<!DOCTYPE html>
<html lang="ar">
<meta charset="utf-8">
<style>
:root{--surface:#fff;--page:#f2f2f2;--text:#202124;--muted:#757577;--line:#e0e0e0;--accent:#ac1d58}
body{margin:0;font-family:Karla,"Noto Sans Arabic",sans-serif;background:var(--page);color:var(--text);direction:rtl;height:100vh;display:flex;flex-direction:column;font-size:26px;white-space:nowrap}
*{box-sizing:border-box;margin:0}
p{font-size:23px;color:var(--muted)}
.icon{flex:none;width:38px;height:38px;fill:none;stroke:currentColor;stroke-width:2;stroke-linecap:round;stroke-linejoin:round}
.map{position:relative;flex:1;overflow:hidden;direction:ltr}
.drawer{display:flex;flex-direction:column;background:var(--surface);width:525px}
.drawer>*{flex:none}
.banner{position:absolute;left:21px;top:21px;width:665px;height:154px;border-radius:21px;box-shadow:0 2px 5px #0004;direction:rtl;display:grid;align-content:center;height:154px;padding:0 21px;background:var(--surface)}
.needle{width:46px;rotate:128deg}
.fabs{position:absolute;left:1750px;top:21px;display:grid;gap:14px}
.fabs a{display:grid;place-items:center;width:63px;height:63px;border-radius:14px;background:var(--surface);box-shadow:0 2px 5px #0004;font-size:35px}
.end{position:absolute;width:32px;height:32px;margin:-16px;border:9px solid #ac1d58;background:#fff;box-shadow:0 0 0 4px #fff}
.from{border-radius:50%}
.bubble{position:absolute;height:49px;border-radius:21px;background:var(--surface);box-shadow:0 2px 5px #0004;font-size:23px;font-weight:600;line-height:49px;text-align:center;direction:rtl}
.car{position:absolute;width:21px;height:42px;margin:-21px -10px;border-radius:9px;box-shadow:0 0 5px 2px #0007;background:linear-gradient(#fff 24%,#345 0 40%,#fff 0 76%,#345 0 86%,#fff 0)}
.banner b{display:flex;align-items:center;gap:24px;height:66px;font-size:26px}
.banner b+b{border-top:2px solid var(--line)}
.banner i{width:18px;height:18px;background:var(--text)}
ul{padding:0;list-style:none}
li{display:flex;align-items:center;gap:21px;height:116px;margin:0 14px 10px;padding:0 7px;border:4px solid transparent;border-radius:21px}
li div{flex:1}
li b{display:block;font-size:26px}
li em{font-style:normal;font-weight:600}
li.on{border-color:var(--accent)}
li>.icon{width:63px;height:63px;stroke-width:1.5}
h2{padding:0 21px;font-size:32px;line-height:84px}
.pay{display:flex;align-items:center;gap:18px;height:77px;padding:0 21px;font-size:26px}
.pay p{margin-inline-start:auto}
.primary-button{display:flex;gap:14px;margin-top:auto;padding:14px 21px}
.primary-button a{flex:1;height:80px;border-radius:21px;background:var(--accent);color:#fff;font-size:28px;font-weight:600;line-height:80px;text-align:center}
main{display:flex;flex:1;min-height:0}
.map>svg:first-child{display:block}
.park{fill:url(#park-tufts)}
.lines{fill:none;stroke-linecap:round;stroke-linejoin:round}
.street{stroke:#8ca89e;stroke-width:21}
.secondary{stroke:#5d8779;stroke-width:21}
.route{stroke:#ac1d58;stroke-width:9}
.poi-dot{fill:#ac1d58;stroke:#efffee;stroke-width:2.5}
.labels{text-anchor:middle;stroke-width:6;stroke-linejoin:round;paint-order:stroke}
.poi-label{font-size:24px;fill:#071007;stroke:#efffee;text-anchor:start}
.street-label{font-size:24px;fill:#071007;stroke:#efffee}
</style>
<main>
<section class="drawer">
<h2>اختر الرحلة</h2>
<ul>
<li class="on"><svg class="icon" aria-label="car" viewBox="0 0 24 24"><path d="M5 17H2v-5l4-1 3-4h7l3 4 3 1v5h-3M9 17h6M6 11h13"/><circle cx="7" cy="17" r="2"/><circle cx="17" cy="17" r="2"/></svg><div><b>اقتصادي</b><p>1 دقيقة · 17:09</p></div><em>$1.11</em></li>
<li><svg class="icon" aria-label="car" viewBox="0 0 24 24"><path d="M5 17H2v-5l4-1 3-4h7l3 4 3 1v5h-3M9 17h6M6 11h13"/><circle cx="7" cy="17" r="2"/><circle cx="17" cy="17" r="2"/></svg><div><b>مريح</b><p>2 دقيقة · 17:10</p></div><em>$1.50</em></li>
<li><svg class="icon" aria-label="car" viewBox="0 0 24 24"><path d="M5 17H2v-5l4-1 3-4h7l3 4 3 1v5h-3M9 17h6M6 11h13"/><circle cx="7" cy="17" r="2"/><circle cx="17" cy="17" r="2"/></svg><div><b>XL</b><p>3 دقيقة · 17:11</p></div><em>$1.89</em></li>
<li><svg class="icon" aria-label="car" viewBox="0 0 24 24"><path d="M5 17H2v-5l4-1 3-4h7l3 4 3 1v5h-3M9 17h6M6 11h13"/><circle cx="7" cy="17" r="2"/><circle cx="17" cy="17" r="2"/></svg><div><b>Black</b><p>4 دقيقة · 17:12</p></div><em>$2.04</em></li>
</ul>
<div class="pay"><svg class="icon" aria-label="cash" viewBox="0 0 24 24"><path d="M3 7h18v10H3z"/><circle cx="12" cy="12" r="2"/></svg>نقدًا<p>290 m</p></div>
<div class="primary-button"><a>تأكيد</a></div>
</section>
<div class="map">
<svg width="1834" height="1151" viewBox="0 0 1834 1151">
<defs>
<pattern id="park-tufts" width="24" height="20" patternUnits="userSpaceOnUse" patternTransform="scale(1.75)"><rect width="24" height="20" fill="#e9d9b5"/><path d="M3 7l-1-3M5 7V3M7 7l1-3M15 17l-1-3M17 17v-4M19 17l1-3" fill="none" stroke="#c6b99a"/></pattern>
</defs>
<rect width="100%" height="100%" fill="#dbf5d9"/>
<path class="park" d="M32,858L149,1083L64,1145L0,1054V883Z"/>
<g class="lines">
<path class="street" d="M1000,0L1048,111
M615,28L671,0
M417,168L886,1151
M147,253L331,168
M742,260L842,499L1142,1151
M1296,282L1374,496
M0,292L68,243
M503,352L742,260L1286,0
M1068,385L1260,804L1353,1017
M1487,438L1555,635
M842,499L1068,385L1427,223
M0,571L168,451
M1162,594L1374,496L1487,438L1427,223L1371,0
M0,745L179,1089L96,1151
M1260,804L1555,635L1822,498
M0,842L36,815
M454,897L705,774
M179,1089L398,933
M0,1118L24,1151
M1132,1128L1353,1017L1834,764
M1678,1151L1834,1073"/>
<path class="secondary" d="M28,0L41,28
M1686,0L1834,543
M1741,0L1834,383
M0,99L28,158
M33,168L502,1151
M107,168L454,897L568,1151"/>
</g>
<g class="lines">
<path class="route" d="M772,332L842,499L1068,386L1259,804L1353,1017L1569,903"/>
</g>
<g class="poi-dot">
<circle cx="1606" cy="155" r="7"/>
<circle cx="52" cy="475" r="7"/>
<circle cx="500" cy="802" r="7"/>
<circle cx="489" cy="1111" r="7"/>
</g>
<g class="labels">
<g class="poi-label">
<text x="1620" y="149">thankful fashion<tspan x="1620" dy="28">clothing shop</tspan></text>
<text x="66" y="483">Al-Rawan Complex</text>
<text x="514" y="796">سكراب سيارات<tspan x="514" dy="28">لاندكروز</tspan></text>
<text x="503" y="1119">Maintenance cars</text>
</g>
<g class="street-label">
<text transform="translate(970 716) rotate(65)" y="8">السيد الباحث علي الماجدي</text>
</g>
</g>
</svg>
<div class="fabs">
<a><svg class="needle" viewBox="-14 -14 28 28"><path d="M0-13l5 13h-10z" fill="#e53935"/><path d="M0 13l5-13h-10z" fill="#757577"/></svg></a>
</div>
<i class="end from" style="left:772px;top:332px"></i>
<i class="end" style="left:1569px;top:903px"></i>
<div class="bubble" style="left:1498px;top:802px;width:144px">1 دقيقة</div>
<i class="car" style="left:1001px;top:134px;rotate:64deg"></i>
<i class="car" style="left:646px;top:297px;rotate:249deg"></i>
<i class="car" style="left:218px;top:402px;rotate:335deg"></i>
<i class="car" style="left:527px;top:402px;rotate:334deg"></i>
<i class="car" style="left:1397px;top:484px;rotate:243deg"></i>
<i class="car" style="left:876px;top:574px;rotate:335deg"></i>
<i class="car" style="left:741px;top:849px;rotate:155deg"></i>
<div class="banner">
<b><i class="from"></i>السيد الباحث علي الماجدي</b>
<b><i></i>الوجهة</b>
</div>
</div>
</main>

++++

:: Exercise aim ::
Wherever the string "auto" turns up in the material, copy the whole line.

:: Result of this task ::
.pay p{margin-inline-start:auto}
.primary-button{display:flex;gap:14px;margin-top:auto;padding:14px 21px}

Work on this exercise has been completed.